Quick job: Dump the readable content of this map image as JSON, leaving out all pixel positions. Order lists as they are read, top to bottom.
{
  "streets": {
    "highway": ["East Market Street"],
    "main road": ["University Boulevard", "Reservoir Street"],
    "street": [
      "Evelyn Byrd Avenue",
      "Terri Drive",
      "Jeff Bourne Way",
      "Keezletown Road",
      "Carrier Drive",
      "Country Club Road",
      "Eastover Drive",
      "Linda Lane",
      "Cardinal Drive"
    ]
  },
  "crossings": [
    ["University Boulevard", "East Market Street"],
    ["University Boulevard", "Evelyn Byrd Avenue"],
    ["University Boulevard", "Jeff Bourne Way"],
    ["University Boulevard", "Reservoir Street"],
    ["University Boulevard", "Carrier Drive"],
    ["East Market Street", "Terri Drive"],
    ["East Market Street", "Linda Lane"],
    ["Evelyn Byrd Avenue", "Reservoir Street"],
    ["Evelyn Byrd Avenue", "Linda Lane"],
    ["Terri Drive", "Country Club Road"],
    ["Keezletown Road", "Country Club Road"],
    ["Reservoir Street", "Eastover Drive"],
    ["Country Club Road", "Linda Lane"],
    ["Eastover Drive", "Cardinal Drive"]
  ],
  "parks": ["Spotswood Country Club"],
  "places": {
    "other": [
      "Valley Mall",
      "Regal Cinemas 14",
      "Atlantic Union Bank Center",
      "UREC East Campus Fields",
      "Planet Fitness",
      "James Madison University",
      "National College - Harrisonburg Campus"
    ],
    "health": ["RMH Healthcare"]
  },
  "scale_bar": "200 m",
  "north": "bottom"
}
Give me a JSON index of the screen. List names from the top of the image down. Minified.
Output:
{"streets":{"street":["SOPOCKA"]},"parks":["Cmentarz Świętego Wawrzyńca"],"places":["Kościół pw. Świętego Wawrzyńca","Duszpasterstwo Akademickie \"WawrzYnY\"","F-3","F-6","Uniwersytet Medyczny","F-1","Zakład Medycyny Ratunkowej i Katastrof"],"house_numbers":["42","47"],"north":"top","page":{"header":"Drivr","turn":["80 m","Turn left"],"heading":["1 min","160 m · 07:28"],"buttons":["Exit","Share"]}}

##########

# [Exercise description]
Would you print all of the entries exactly as they stand?

# [Solution for this exercise]
Quick job: Dump the readable content of this map image as JSON, leaving out all pixel positions. Order lists as they are read, top to bottom.
{
  "streets": {
    "highway": ["East Market Street"],
    "main road": ["University Boulevard", "Reservoir Street"],
    "street": [
      "Evelyn Byrd Avenue",
      "Terri Drive",
      "Jeff Bourne Way",
      "Keezletown Road",
      "Carrier Drive",
      "Country Club Road",
      "Eastover Drive",
      "Linda Lane",
      "Cardinal Drive"
    ]
  },
  "crossings": [
    ["University Boulevard", "East Market Street"],
    ["University Boulevard", "Evelyn Byrd Avenue"],
    ["University Boulevard", "Jeff Bourne Way"],
    ["University Boulevard", "Reservoir Street"],
    ["University Boulevard", "Carrier Drive"],
    ["East Market Street", "Terri Drive"],
    ["East Market Street", "Linda Lane"],
    ["Evelyn Byrd Avenue", "Reservoir Street"],
    ["Evelyn Byrd Avenue", "Linda Lane"],
    ["Terri Drive", "Country Club Road"],
    ["Keezletown Road", "Country Club Road"],
    ["Reservoir Street", "Eastover Drive"],
    ["Country Club Road", "Linda Lane"],
    ["Eastover Drive", "Cardinal Drive"]
  ],
  "parks": ["Spotswood Country Club"],
  "places": {
    "other": [
      "Valley Mall",
      "Regal Cinemas 14",
      "Atlantic Union Bank Center",
      "UREC East Campus Fields",
      "Planet Fitness",
      "James Madison University",
      "National College - Harrisonburg Campus"
    ],
    "health": ["RMH Healthcare"]
  },
  "scale_bar": "200 m",
  "north": "bottom"
}
Give me a JSON index of the screen. List names from the top of the image down. Minified.
Output:
{"streets":{"street":["SOPOCKA"]},"parks":["Cmentarz Świętego Wawrzyńca"],"places":["Kościół pw. Świętego Wawrzyńca","Duszpasterstwo Akademickie \"WawrzYnY\"","F-3","F-6","Uniwersytet Medyczny","F-1","Zakład Medycyny Ratunkowej i Katastrof"],"house_numbers":["42","47"],"north":"top","page":{"header":"Drivr","turn":["80 m","Turn left"],"heading":["1 min","160 m · 07:28"],"buttons":["Exit","Share"]}}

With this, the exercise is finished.